▶ **Task objective**
Your task is to print, exactly and only, the lines from the start of the entries below through the line with "M 205,33 L 256,33". Include both ends, but skip the pictures.

━━━━━ Given data ━━━━━

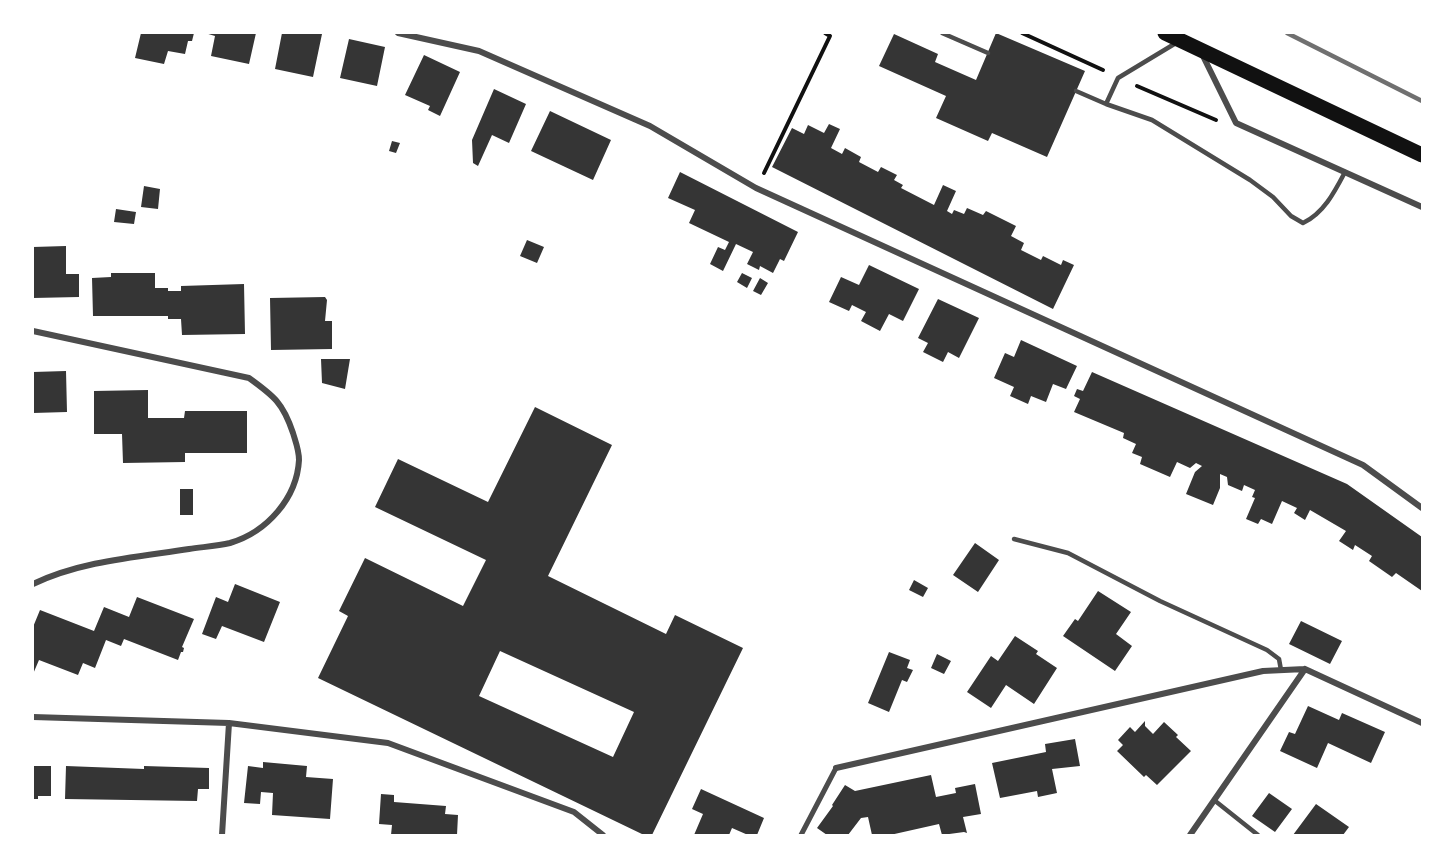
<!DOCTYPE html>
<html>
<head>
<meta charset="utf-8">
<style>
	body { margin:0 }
	#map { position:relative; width:1455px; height:868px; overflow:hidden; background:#fff; font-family:Raleway,sans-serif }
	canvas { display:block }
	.frame { position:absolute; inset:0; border:34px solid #fff; pointer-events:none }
</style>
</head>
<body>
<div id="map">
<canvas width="1455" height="868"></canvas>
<div class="frame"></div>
</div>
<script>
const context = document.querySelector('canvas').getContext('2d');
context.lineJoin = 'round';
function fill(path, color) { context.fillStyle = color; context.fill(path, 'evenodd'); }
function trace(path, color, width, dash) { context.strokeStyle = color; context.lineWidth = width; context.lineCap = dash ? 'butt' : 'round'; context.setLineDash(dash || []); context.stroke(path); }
fill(new Path2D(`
	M 141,33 L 194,33 L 192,41 L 188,41 L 185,54 L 168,51 L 164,64 L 135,58 Z
	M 205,33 L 256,33 L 249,64 L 211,56 L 215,36 Z
	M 282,33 L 322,34 L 313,77 L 275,69 Z
	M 996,33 L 1085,71 L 1047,157 L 992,133 L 988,141 L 936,118 L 946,96 L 879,66 L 894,34 L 938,54 L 935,62 L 976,80 Z
	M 349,39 L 385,47 L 377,86 L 340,78 Z
	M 424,55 L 460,72 L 440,116 L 428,110 L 430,106 L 405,95 Z
	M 494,89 L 526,104 L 509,143 L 492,135 L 478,166 L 473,163 L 472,140 Z
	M 550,111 L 611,140 L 593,180 L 531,151 Z
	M 829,124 L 840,129 L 831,148 L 842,154 L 845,148 L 861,157 L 859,162 L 878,172 L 881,167 L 897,175 L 894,180 L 903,185 L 901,188 L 934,205 L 943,185 L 956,191 L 947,211 L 952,214 L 954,210 L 964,214 L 967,208 L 983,215 L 986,211 L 1016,226 L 1011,236 L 1024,243 L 1021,250 L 1041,260 L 1043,256 L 1061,265 L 1063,260 L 1074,265 L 1053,309 L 772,167 L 792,128 L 804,134 L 808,125 L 824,133 Z
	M 392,141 L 400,143 L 396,153 L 389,151 Z
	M 680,172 L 798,232 L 784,261 L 780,259 L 773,273 L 760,266 L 759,270 L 747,264 L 753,252 L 736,244 L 723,271 L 710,264 L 718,247 L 725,250 L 729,242 L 689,223 L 695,210 L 668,198 Z
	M 144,186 L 160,189 L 158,209 L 141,207 Z
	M 116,209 L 136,212 L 134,224 L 114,222 Z
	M 527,240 L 544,247 L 537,263 L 520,256 Z
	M 66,246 L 66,274 L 79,274 L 79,297 L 33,298 L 33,247 Z
	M 869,265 L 919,289 L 903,321 L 889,314 L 880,331 L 861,321 L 866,312 L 852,305 L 849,311 L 829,302 L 841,277 L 859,285 Z
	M 111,273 L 155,273 L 155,288 L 168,288 L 168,291 L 181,291 L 181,286 L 244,284 L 245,334 L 182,335 L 181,319 L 168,319 L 168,316 L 93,316 L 92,278 L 111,277 Z
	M 742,273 L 752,278 L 747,288 L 737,282 Z
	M 760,278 L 768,283 L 761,295 L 753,291 Z
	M 325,297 L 327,300 L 325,321 L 332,321 L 332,349 L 271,350 L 270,298 Z
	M 938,299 L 979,318 L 959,358 L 948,352 L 943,362 L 923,352 L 928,343 L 918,338 Z
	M 1021,340 L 1077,366 L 1066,389 L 1053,384 L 1046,402 L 1031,396 L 1028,404 L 1010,396 L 1014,387 L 994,378 L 1005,353 L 1014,357 Z
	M 321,359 L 350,359 L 345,389 L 322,383 Z
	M 66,371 L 67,412 L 33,413 L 33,372 Z
	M 1092,372 L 1347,484 L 1422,537 L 1422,591 L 1396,573 L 1392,577 L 1369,561 L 1372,556 L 1355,545 L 1353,550 L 1339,541 L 1346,531 L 1310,510 L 1305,520 L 1294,513 L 1297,508 L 1282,501 L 1272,524 L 1261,519 L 1258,524 L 1246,519 L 1255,498 L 1252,497 L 1255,490 L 1244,485 L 1242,491 L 1228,485 L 1227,477 L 1220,474 L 1220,488 L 1213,505 L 1186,494 L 1195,472 L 1202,466 L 1196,463 L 1190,468 L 1177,462 L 1170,477 L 1140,464 L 1142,457 L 1132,453 L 1136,444 L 1123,438 L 1124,433 L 1074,412 L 1080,399 L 1074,396 L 1077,389 L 1083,391 Z
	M 148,390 L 148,418 L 184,418 L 185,411 L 247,411 L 247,453 L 185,453 L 185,462 L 123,463 L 122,434 L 94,434 L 94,391 Z
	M 535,407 L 612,445 L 548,576 L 666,634 L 675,615 L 743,648 L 652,835 L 644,835 L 318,678 L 348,616 L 339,611 L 365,558 L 463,606 L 486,560 L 375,507 L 398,459 L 488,502 ZM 500,651 L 634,712 L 613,757 L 479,696 Z
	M 180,489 L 193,489 L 193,515 L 180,515 Z
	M 975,543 L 999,560 L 978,592 L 953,575 Z
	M 914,580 L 928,588 L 923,597 L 909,590 Z
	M 235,584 L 280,602 L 264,642 L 222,626 L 216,639 L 202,634 L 216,597 L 228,602 Z
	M 1098,591 L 1131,612 L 1116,634 L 1132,646 L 1115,671 L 1063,636 L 1075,619 L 1078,621 Z
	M 137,597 L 194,619 L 182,647 L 184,648 L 183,652 L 181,652 L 178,660 L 124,639 L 121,646 L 106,640 L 95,668 L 83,663 L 78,675 L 39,660 L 33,674 L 33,627 L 40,610 L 94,631 L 104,607 L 129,617 Z
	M 1301,621 L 1342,641 L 1330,664 L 1289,644 Z
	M 1015,636 L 1038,651 L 1036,654 L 1057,668 L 1034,704 L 1006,685 L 991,708 L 967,692 L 991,656 L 998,661 Z
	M 889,652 L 910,660 L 907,668 L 913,670 L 907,682 L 902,680 L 889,712 L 868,703 Z
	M 937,654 L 951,661 L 944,674 L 931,668 Z
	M 1308,706 L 1339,720 L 1342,713 L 1385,732 L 1371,763 L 1328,743 L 1317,768 L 1280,751 L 1289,732 L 1295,734 Z
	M 1145,721 L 1145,726 L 1153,734 L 1164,722 L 1178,735 L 1176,737 L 1191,751 L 1157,785 L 1146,775 L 1144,777 L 1117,751 L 1123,745 L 1118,740 L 1130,727 L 1135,732 Z
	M 1075,739 L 1080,766 L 1052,769 L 1057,793 L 1038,797 L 1037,791 L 1000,798 L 992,763 L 1046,752 L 1045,744 Z
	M 263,762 L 307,766 L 306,777 L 333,779 L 330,819 L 272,815 L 273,793 L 261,792 L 260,804 L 244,803 L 248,766 L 263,768 Z
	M 33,766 L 51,766 L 51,796 L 38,796 L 38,799 L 33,799 Z
	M 66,766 L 144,769 L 144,766 L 209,768 L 209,789 L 198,789 L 197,801 L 65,799 Z
	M 931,775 L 936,797 L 956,793 L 955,788 L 975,784 L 981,814 L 963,817 L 967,833 L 964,832 L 942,835 L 939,824 L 890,835 L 872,835 L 868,817 L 861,818 L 848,835 L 827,835 L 817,828 L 833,806 L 832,805 L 845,785 L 855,791 Z
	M 701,789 L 764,818 L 757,835 L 748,835 L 732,828 L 729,835 L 694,835 L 703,814 L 692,809 Z
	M 1269,793 L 1292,809 L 1275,832 L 1252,816 Z
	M 381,794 L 394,795 L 394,802 L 446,806 L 445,814 L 458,815 L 457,835 L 391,835 L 392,825 L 379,824 Z
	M 1316,804 L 1349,827 L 1343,835 L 1293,835 Z`), '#353535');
trace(new Path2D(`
	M 1022,33 L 1103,70
	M 1137,86 L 1216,120
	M 764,173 L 830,36 L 825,33`), '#111', 4);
trace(new Path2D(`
	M 942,33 L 988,53
	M 1076,91 L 1106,104 L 1152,120 L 1250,180 L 1273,197 L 1291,216 L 1303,223 C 1324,213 1335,191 1345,172
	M 1106,104 L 1118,78 L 1176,43
	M 1014,539 L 1068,553 L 1160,601 L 1267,650 L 1279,659 L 1281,670
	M 1214,800 L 1258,835`), '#4c4c4c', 4.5);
trace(new Path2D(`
	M 801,835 L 836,768`), '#4c4c4c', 5);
trace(new Path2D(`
	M 398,33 L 479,51 L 650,126 L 756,188 L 1363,465 L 1422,508
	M 1203,56 L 1236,123 L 1422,207
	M 33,331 L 249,378 C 274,396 283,403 293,433 C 296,443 299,450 299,460 C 297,498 267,532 230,543 C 217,546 202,547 189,549 C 137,557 81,561 33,584
	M 33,717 L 229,723 L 388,743 L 574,812 L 603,835
	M 836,768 L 1263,671 L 1305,669 L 1422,723
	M 222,835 L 229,723
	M 1190,835 L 1305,669`), '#4c4c4c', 6);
trace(new Path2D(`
	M 1165,33 L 1422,155`), '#111', 15);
trace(new Path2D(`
	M 1287,33 L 1422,101`), '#707070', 4.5);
</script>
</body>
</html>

━━━━━

▶ **Answer for this exercise**
<!DOCTYPE html>
<html>
<head>
<meta charset="utf-8">
<style>
	body { margin:0 }
	#map { position:relative; width:1455px; height:868px; overflow:hidden; background:#fff; font-family:Raleway,sans-serif }
	canvas { display:block }
	.frame { position:absolute; inset:0; border:34px solid #fff; pointer-events:none }
</style>
</head>
<body>
<div id="map">
<canvas width="1455" height="868"></canvas>
<div class="frame"></div>
</div>
<script>
const context = document.querySelector('canvas').getContext('2d');
context.lineJoin = 'round';
function fill(path, color) { context.fillStyle = color; context.fill(path, 'evenodd'); }
function trace(path, color, width, dash) { context.strokeStyle = color; context.lineWidth = width; context.lineCap = dash ? 'butt' : 'round'; context.setLineDash(dash || []); context.stroke(path); }
fill(new Path2D(`
	M 141,33 L 194,33 L 192,41 L 188,41 L 185,54 L 168,51 L 164,64 L 135,58 Z
	M 205,33 L 256,33 L 249,64 L 211,56 L 215,36 Z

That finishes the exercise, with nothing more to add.